Art took the team through the complex, multi-staged landscape planning submissions on behalf of Tier One Contractor Sir Robert McAlpine, architect Populous and engineer Buro Happold. The scale and complexity of the Stadium meant the project was run separately from the rest of the Olympic Park, and on an advanced programme.

The pace of the build (driven by the unmoveable 2012 deadline) demanded that groundworks Planning submissions were made before above-ground design was known; Above-ground submissions were made before detailed designs were developed: The strategy carefully built in flexibility to develop the next stage of detail.

Design innovations included the road-tests for the glamorous floral meadows (planted the following year across Olympic Park)and designing the precisely engineered, undulating planted embankments. Less glamorous, but every bit as important, we developed the creative solutions to safe working, eliminating worker contact with contaminated ground, and the grade separation of security.

Art presented the designs at packed Stakeholder Interest Group workshops, covering diverse topics from ecology to equitable access to security. His small team completed the hard and soft landscape Tender packages for all public-facing and back-of-house areas of the ‘Stadium Island’ and assisted through the procurement process.

While day-to-day site duties reverted to colleagues, Art continued the team-leader role and carried out regular site inspections throughout construction and maintenance until handover for Games Overlay.

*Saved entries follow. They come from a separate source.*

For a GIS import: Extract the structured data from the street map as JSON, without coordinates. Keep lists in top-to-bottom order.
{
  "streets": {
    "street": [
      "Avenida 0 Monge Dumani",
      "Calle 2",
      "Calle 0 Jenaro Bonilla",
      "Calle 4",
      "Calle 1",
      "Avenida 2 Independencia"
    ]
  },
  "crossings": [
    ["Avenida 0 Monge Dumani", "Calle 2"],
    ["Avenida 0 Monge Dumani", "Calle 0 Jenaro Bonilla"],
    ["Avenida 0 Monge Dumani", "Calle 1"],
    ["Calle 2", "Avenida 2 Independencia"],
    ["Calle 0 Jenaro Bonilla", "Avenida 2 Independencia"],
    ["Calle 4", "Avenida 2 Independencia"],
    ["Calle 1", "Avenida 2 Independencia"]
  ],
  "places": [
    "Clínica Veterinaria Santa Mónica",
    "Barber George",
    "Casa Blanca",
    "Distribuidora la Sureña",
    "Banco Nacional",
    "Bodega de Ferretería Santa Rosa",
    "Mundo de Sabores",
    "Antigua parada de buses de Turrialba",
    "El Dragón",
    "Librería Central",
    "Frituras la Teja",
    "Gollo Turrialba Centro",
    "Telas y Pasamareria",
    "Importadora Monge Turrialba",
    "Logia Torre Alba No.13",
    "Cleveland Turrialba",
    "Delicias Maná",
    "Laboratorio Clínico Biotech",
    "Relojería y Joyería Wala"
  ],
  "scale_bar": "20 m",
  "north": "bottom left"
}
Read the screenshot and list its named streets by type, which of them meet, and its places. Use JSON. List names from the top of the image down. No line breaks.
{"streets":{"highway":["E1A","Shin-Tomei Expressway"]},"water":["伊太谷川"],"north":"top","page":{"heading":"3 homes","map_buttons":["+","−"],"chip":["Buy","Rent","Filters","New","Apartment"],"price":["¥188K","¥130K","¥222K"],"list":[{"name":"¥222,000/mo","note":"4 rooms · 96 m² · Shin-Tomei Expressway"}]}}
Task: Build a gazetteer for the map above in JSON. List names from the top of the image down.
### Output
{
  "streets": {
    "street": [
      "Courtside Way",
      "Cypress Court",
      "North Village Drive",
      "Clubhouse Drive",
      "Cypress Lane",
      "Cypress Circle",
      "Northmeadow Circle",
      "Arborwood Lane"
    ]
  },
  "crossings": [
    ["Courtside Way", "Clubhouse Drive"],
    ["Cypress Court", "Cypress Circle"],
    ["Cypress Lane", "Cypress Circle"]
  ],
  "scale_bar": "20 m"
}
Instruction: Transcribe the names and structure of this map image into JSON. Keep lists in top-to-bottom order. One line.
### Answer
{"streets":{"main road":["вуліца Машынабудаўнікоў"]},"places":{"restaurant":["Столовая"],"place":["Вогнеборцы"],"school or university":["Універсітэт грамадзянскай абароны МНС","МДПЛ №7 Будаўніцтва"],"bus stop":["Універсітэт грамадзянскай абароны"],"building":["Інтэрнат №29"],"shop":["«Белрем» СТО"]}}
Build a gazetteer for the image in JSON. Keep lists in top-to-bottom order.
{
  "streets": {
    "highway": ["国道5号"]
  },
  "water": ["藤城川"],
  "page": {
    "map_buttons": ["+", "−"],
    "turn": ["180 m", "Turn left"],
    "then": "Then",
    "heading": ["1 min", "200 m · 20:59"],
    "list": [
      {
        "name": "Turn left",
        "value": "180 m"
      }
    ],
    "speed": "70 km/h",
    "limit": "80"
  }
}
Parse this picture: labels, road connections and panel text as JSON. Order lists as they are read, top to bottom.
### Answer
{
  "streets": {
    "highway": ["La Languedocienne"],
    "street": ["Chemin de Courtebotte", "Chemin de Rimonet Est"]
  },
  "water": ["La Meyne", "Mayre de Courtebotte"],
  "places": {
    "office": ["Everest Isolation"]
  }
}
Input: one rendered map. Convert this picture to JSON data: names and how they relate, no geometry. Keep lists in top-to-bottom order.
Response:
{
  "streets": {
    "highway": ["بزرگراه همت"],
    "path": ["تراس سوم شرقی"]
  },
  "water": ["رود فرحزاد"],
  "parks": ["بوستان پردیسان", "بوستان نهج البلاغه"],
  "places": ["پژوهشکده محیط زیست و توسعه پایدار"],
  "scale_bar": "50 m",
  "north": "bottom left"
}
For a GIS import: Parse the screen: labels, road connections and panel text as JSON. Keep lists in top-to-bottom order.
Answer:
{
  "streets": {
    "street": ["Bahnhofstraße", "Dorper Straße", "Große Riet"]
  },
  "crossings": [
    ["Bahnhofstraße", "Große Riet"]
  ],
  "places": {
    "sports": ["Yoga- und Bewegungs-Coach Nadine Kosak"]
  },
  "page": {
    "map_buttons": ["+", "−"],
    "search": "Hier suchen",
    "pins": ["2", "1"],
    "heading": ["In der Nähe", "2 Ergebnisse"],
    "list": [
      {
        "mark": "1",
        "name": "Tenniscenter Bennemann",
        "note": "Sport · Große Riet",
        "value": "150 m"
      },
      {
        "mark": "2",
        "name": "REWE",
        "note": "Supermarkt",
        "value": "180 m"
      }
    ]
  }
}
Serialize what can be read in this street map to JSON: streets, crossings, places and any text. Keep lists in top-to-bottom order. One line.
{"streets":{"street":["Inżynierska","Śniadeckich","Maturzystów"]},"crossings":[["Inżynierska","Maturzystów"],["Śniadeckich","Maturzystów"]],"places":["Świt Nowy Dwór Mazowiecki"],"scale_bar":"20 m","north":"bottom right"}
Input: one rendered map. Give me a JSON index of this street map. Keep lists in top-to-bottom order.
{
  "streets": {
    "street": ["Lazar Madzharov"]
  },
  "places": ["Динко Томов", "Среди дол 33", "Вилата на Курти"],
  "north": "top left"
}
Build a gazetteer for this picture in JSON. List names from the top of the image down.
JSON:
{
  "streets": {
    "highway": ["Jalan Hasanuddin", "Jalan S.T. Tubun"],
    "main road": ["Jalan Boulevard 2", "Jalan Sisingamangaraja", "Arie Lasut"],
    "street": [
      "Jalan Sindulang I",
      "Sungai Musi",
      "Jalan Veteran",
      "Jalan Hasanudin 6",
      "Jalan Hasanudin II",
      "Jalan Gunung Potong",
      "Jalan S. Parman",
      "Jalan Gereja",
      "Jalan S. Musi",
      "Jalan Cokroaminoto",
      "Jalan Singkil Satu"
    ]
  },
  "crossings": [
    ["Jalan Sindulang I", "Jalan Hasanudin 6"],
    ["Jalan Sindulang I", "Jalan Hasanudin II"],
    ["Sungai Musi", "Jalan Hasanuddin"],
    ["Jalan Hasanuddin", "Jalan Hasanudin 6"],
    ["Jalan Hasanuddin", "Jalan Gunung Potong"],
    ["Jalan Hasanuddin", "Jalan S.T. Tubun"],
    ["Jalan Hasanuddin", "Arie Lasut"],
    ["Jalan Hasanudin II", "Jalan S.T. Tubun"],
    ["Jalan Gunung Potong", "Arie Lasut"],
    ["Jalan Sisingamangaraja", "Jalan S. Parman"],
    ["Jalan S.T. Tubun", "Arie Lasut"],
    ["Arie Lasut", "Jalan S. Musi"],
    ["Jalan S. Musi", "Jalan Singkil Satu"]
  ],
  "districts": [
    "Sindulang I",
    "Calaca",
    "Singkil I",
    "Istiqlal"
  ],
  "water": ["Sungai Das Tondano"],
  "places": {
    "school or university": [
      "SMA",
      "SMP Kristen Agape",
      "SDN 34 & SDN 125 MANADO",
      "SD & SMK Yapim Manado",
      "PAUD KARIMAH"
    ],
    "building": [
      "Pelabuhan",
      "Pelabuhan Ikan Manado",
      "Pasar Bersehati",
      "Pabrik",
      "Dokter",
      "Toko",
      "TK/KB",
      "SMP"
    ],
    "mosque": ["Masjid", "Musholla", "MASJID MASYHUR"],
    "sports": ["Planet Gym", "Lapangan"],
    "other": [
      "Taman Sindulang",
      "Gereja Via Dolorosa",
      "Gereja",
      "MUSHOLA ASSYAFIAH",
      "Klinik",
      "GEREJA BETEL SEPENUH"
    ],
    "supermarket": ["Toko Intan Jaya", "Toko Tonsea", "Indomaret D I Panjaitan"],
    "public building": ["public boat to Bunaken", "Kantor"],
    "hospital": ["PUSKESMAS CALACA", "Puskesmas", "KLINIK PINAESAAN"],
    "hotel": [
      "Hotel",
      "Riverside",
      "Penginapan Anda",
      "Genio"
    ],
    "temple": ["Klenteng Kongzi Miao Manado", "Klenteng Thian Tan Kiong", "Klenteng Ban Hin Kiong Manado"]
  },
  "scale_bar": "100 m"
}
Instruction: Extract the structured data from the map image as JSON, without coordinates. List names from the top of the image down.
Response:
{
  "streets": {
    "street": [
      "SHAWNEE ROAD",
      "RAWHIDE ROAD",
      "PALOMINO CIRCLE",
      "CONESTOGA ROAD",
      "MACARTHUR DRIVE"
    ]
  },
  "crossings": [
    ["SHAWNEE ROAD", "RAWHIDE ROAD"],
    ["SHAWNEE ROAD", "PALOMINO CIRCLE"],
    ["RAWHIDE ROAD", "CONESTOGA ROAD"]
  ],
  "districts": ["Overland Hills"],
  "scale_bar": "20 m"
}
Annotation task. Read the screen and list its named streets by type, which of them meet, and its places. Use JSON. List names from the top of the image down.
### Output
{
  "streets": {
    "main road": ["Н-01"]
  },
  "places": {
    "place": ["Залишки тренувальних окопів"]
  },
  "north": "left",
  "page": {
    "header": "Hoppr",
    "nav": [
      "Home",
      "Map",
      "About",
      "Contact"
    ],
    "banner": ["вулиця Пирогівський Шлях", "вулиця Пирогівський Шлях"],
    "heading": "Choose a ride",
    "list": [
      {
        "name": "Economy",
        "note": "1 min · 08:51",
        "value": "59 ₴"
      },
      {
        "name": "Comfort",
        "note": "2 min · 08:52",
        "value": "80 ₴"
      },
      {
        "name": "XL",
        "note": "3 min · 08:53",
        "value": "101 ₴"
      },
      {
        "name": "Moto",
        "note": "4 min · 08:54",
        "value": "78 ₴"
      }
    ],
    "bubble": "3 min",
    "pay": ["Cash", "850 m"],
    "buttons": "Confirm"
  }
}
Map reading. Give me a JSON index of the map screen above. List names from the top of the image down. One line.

The project was designed to world-class environmental, safety and new, best-practice standards for accessibility to front- and back-of-house areas.

We established new riverside meadow habitat. We re-claimed and re-purposed granite dock edgings for the edge of the River Lea. We procured and planted willow trees that could barely fit on the largest flat-bed lorry. We procured UK grown pollards to re-establish in the river valley, and we set-out the post-Games landscape strategy. We even sneaked in some edible plants (isolated from the contaminated substrata). We fulfilled the late (and visionary) John Hopkins’ dreams.

Thanks to Daf (HED), John and David (ex-HED), and the project team from SRM, Populous, CLM, Buro Happold, KLH Sustainability, Rick’s team at Willerby, and many others.

As a team we handed-over the completed site ahead of programme and to a tight budget… and were nominated for the 2012 Stirling Prize.

… and Art’s plan is the front cover of a book of Olympic Stadia!

Dane End

Dane End

In 2020, we helped King & Co reinvent a former farmyard in Hertfordshire as the ideal setting for 26 new homes and new workshops, nestling among the existing farm buildings on the rural edge of an existing village.

The proposals overlay new with existing heritage, and the landscape strategy plays a strong role in maintaining the characteristic agricultural origins of the site and embedding new and refitted buildings into the peri-rural context.

The rusting remains of disused machinery, vehicles and debris from agriculture and light industry, will give way to an organic combination of workshops and homes, retaining and converting the existing farm buildings, where feasible, into modern terraced homes and workshops.

The development takes a sustainable, “retro-fit first” approach to the site’s existing buildings and heritage, converting two disused dairy sheds into characterful new terraced homes.

New homes of contemporary design, feature materials within the local tradition – brickwork and timber-cladding. They form a series of yards, in a nod to the organic layout of the original farm.

Where we can, we retain the 19th Century walls of the local, large-format “Hitch Brick”, and new walls will add to the original agricultural yards – organising and characterising the development.

Our proposed paving and walling materials, and our strategy for soft landscape take their cues from Hertfordshire’s clay valley-floor landscape. We utilise clay stable-pavers, locally prevalent trees, native hedgerow and grassland species.

Within a nature-rich pocket park, an orchard of Hertfordshire-bred fruit tree varieties is set within local wild-flora to create the habitat for children and wildlife to thrive, in an environment with uniquely tailored local references.

The site’s perimeter restores hedgebanks and swales lost during the 20th Century, to recreate vital corridors to help reconnect local islands of habitat, and replenish the nearby Old Bourne brook.

We focused the walled pocket park around a small, natural play space, which, with its orchard and grasses, flora and seats, will become a nature-filled, green-place for the new community to share with the rest of Dane End.